The strength of GRACE is that it accurately measures mass, providing hard numbers for the amount of ice lost, but only on geographic scales large enough to produce a gravity tug that can be sensed.

ICESat works nothing like GRACE, which is why glaciologists are curious to see whether the findings from the two projects corroborate each other.

When Zwally started advocating for ICESat among his colleagues, he knew the potential of using altimeters to measure ice, but also saw the limits of flying them on airplanes, which was the common method. Only a satellite orbiting from pole to pole could provide the coverage necessary to monitor content across an entire continent or subcontinent. Radar satellites were on the horizon, but Zwally knew those readings would be much less precise because radar wavelengths are longer than those of laser light. “Satellite radar can’t get all the way to the edges of ice,” Zwally says. “There’s penetration too.
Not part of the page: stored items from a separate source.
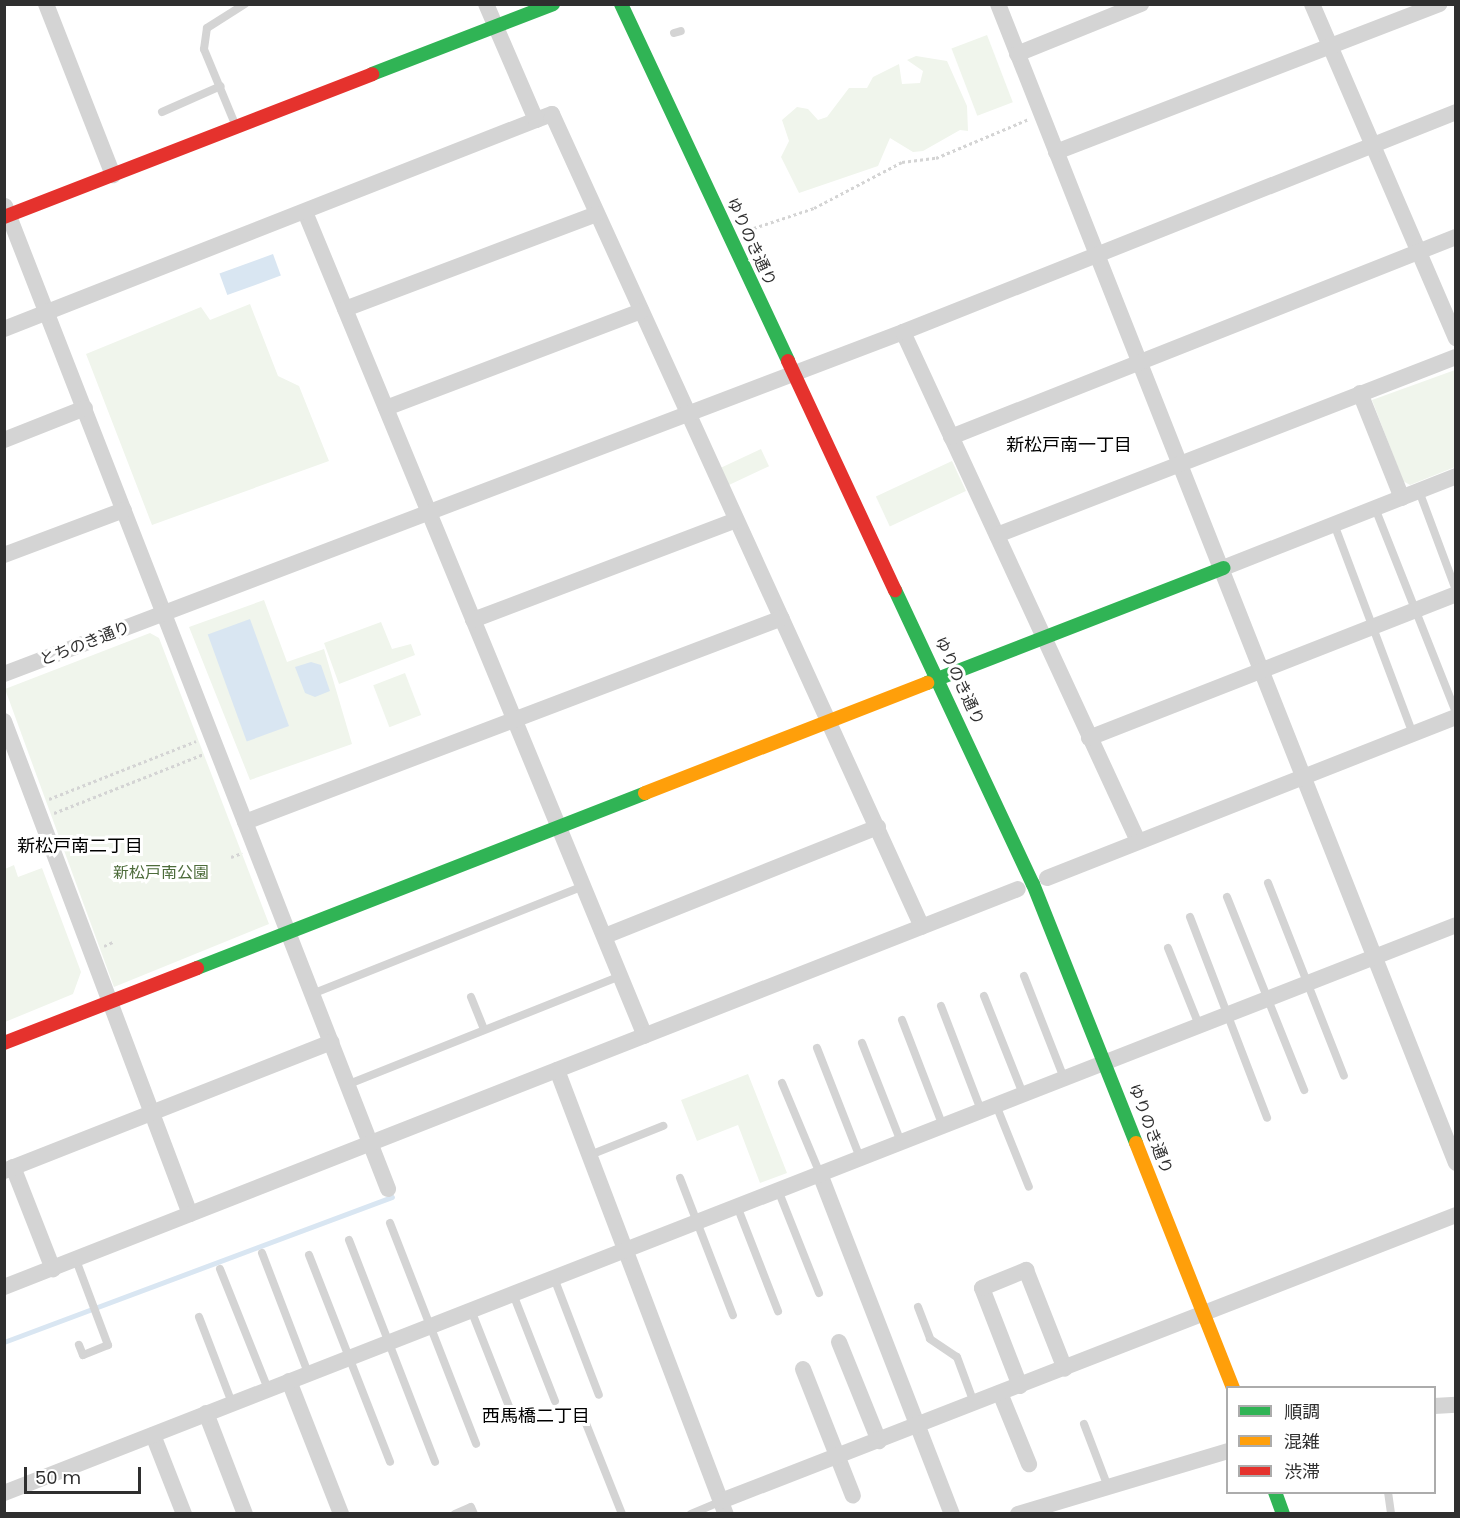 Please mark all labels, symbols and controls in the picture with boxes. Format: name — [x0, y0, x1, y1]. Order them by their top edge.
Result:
street label: ゆりのき通り — [722, 194, 780, 290]
district label: 新松戸南一丁目 — [1006, 434, 1132, 456]
street label: とちのき通り — [37, 618, 133, 670]
street label: ゆりのき通り — [930, 633, 988, 729]
district label: 新松戸南二丁目 — [17, 835, 143, 857]
park label: 新松戸南公園 — [113, 863, 209, 883]
street label: ゆりのき通り — [1124, 1081, 1176, 1177]
legend — [1226, 1386, 1436, 1494]
text: 順調 — [1284, 1399, 1320, 1424]
district label: 西馬橋二丁目 — [482, 1405, 590, 1427]
text: 混雑 — [1284, 1429, 1320, 1454]
scale bar — [27, 1455, 144, 1493]
text: 渋滞 — [1284, 1459, 1320, 1484]
text: 50 m — [35, 1465, 81, 1490] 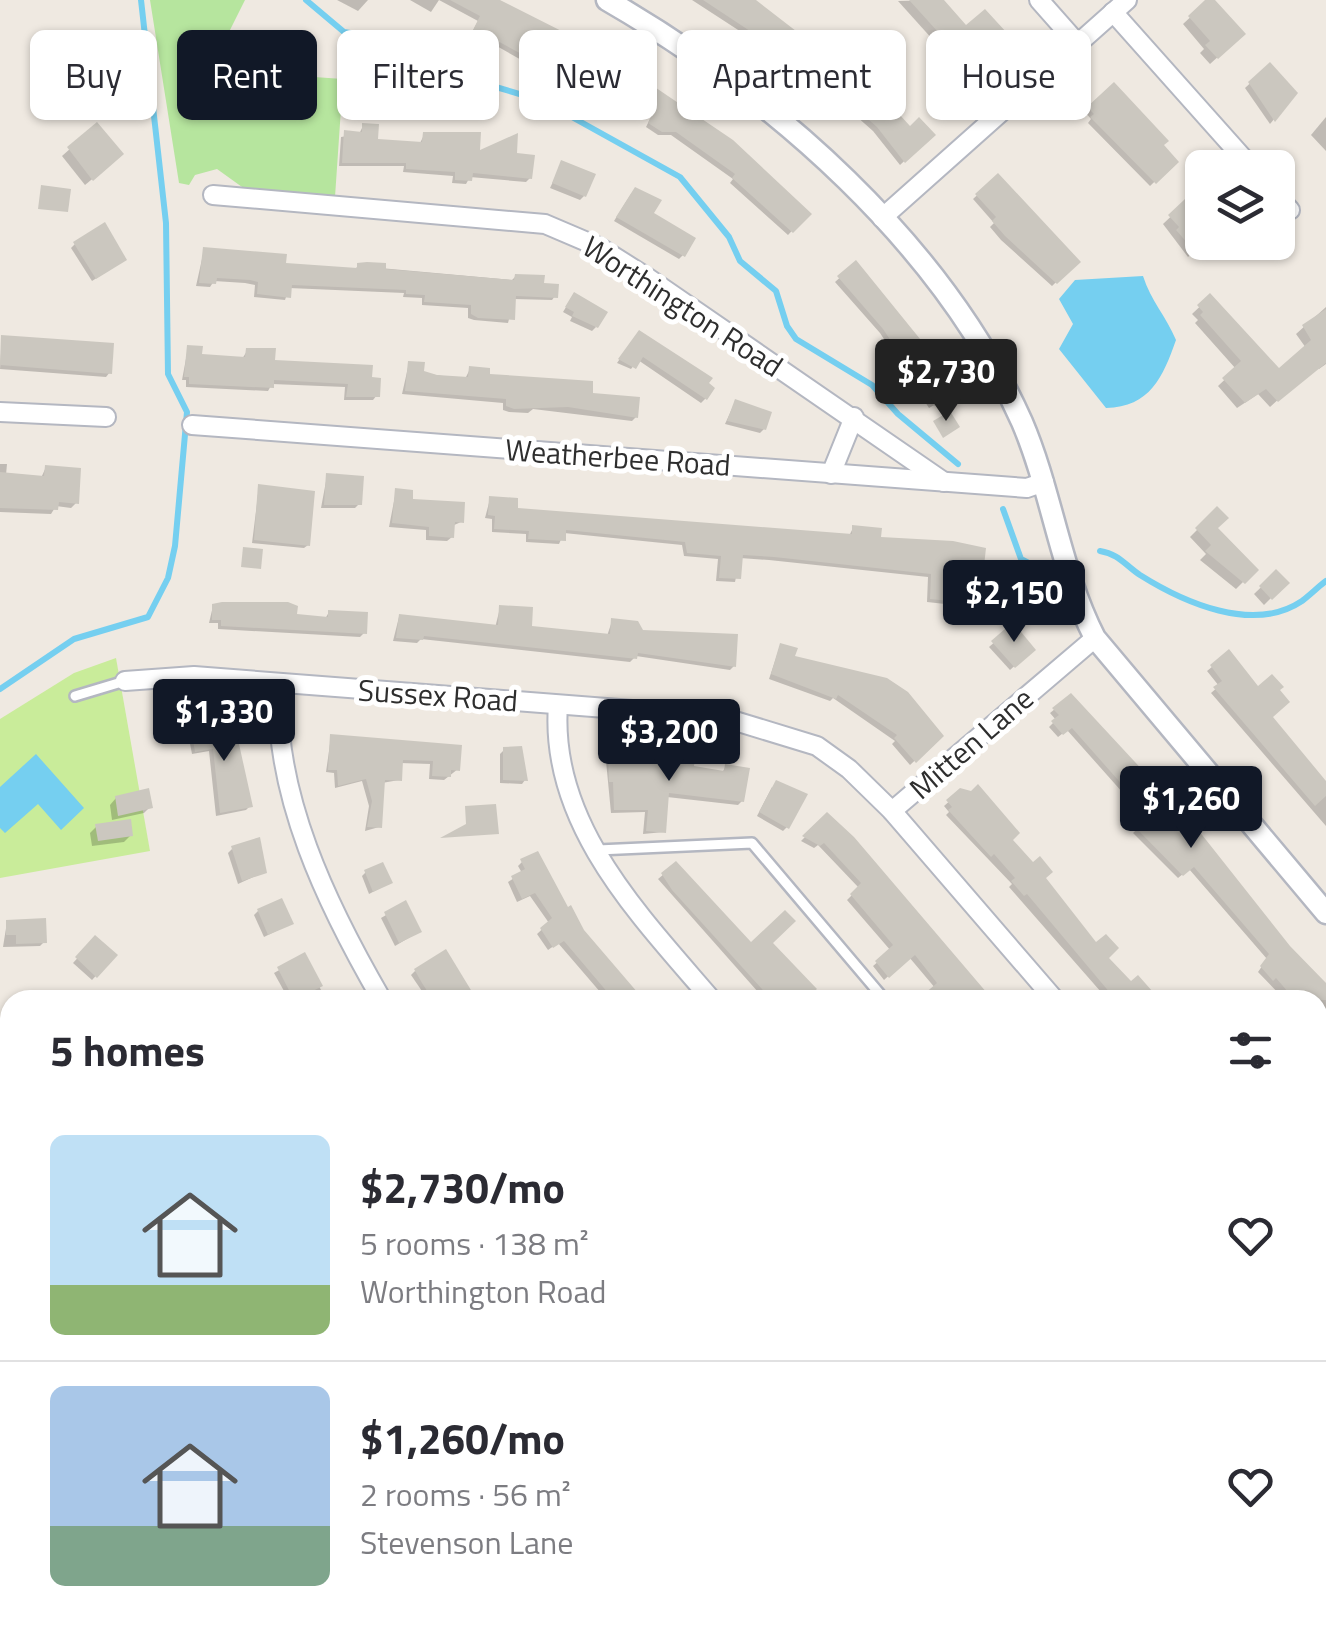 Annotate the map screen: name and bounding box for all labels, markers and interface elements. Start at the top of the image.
chip: Buy [30,30,157,120]
chip: Rent [177,30,317,120]
chip: Filters [337,30,499,120]
chip: New [519,30,657,120]
chip: Apartment [677,30,906,120]
chip: House [926,30,1091,120]
map controls [1185,150,1295,260]
button: layers [1185,150,1295,260]
street label: Worthington Road [574,224,792,388]
pin: $2,730 [865,339,1027,424]
text: $2,730 [897,347,995,395]
street label: Weatherbee Road [504,426,732,488]
pin: $2,150 [933,560,1095,645]
text: $2,150 [965,568,1063,616]
street label: Sussex Road [356,666,520,724]
street label: Mitten Lane [899,676,1043,810]
pin: $1,330 [143,679,305,764]
text: $1,330 [175,687,273,735]
pin: $3,200 [588,699,750,784]
text: $3,200 [620,707,718,755]
pin: $1,260 [1110,766,1272,851]
text: $1,260 [1142,774,1240,822]
text: 5 homes [50,1018,205,1082]
icon: filters [1223,1023,1278,1078]
text: $2,730/mo [360,1155,565,1219]
icon: home [130,1175,250,1295]
icon: heart [1223,1208,1278,1263]
text: 5 rooms · 138 m² [360,1219,589,1267]
text: Worthington Road [360,1267,606,1315]
text: $1,260/mo [360,1406,565,1470]
icon: home [130,1426,250,1546]
icon: heart [1223,1459,1278,1514]
text: 2 rooms · 56 m² [360,1470,571,1518]
text: Stevenson Lane [360,1518,573,1566] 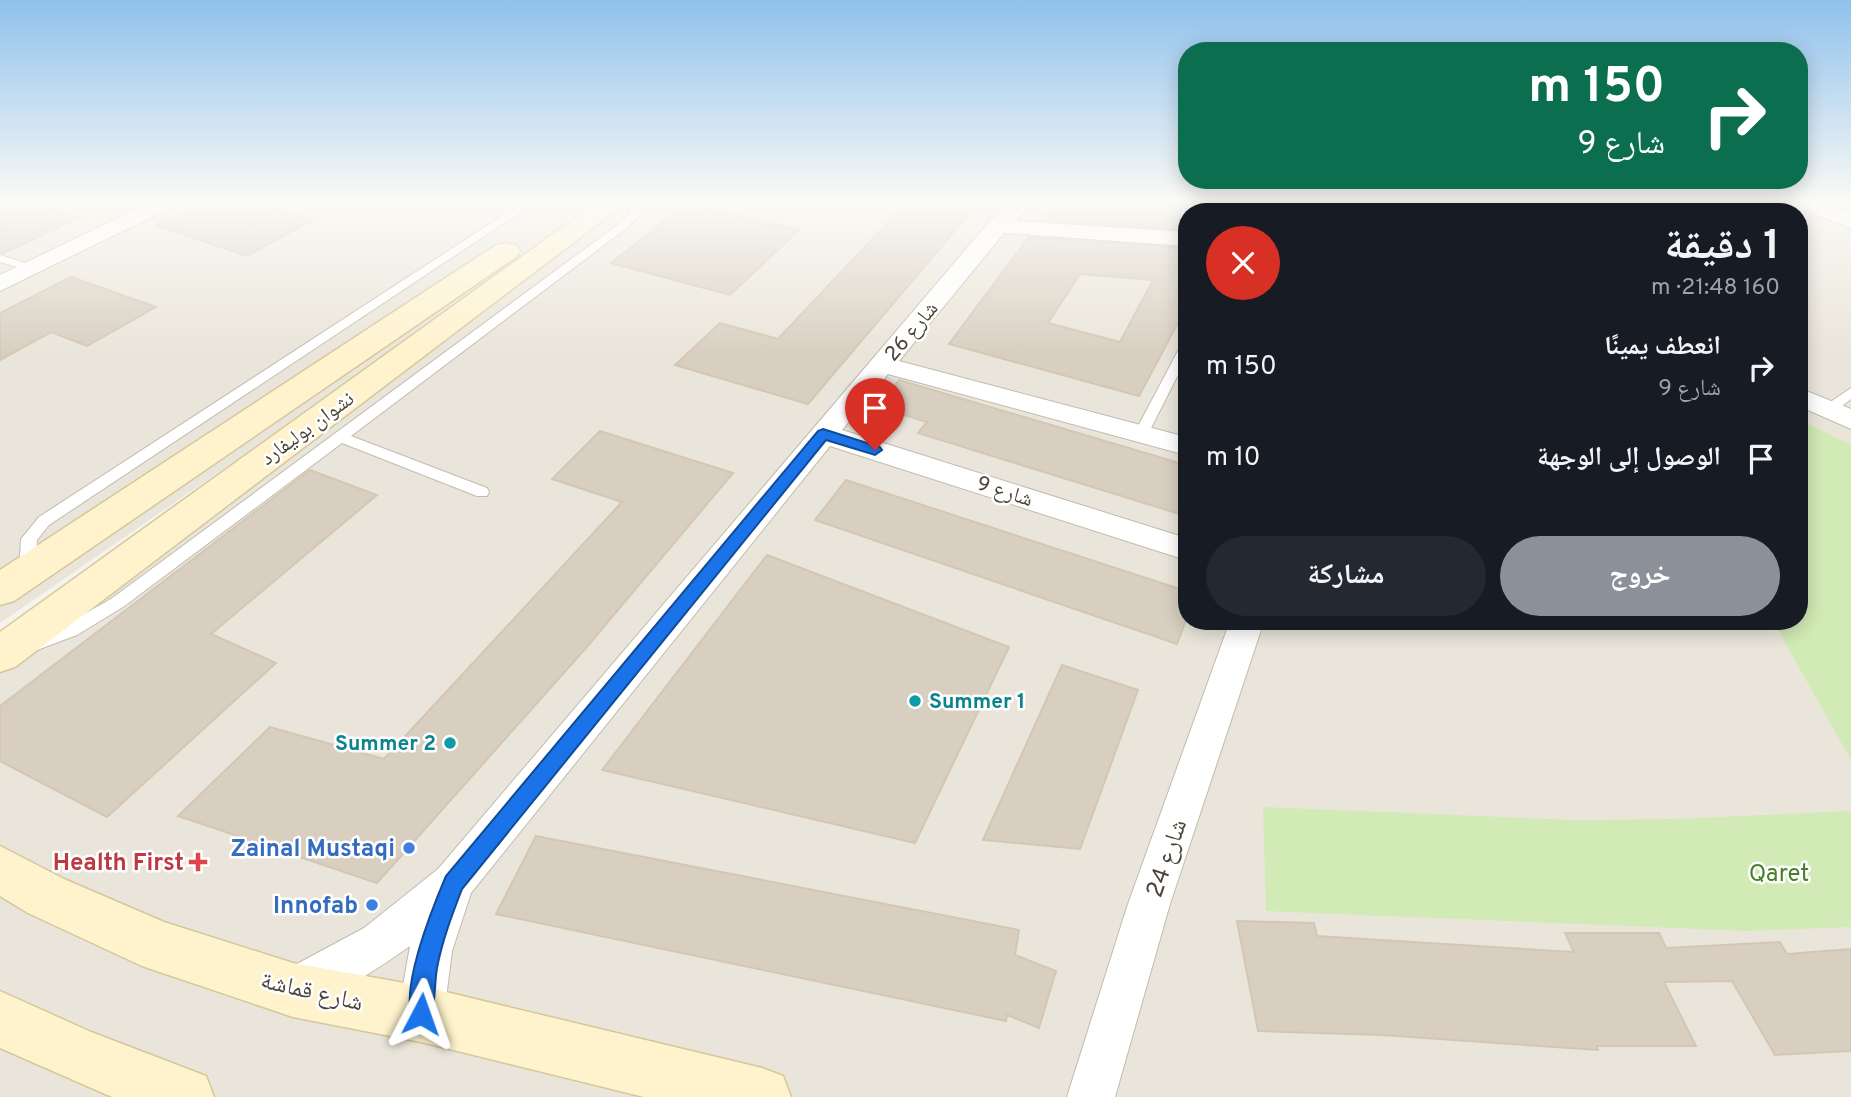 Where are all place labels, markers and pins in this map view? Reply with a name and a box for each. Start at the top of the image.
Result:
pin [845,378,905,450]
place label: Summer 1 [929,689,1026,716]
marker: Summer 1 [907,693,923,709]
place label: Summer 2 [335,731,436,758]
marker: Summer 2 [442,735,458,751]
place label: Zainal Mustaqi [230,835,395,865]
marker: Zainal Mustaqi [401,840,417,856]
place label: Health First [53,849,184,879]
marker: Health First [190,854,206,870]
place label: Innofab [273,892,358,922]
marker: Innofab [364,897,380,913]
The radar penetrates some distance into the snow. And that has some variability depending on the properties of the snow. The laser measures directly to the surface.”

ICESat measures the height of Earth’s surface every 660 feet, so it can examine relatively small features. “What ICESat can do is provide very high resolution on a particular track: What’s happening on this glacier?” says Jim Abshire, a soft-spoken native of Tennessee whose job is to ensure the accuracy of ICESat’s laser

system.

NASA had planned to run ICESat’s three lasers in sequence until they burned out—ideally after at least five years of continuous measurements. But ICESat managers were shocked when one of the lasers fizzled after just 36 days. NASA rushed to assemble a review panel headed by veteran NASA engineer Bob Kichak, an expert in spacecraft power systems, to determine what went wrong and whether anything could be done to save the remaining two lasers.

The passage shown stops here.